Exercise details> Scan the records and identify every line in which the string "Keep" occurs, then return those lines.

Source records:
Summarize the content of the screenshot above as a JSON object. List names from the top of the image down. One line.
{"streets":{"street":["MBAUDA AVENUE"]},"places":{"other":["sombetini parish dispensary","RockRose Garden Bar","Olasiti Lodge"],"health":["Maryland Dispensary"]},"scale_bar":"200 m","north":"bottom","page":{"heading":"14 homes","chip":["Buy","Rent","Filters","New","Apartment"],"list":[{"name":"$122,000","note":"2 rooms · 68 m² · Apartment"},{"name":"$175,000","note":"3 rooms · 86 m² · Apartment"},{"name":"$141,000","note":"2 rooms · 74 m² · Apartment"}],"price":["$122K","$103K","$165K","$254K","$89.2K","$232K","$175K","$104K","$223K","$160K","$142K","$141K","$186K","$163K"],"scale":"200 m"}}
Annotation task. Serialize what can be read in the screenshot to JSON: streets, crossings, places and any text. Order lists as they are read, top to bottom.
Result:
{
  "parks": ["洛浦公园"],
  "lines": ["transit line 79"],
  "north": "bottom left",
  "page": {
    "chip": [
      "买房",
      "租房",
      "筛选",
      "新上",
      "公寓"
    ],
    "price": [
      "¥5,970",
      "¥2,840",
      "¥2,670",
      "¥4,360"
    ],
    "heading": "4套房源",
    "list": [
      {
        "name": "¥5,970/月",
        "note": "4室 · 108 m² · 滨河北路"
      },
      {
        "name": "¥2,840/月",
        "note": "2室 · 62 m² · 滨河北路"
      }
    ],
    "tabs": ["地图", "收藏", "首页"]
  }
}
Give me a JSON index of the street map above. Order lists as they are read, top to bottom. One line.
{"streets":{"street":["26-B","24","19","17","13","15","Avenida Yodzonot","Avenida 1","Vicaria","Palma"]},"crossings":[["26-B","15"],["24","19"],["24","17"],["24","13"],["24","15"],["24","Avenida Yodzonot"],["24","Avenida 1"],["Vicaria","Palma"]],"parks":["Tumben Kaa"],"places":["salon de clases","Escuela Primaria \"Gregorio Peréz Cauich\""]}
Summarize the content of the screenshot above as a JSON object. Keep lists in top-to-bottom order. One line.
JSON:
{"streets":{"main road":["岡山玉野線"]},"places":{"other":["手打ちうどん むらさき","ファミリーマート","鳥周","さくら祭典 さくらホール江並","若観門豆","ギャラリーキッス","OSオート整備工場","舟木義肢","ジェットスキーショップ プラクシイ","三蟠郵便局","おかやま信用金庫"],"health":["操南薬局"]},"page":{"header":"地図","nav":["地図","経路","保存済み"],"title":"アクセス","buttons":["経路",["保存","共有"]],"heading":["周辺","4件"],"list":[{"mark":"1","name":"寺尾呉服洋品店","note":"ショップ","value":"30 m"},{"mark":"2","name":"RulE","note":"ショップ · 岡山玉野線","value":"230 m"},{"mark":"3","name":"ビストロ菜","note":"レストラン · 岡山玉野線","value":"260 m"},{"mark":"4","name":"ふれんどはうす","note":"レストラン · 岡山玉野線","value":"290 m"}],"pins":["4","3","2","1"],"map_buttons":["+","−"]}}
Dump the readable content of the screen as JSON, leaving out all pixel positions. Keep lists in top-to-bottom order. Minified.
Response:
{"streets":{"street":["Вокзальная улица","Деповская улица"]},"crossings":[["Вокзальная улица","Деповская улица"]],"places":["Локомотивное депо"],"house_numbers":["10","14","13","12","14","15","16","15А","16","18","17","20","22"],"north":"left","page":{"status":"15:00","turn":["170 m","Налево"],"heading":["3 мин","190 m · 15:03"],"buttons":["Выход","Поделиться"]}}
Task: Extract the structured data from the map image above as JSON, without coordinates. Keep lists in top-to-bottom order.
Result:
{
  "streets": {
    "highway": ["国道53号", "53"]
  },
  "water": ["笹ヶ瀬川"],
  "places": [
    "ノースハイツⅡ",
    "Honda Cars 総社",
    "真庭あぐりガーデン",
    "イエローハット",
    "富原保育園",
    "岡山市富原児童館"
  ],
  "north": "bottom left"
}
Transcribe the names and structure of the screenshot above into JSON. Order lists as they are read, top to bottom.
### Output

Problem solution>
Summarize the content of the screenshot above as a JSON object. Keep lists in top-to-bottom order. One line.
Dump the readable content of the screen as JSON, leaving out all pixel positions. Keep lists in top-to-bottom order. Minified.
Task: Extract the structured data from the map image above as JSON, without coordinates. Keep lists in top-to-bottom order.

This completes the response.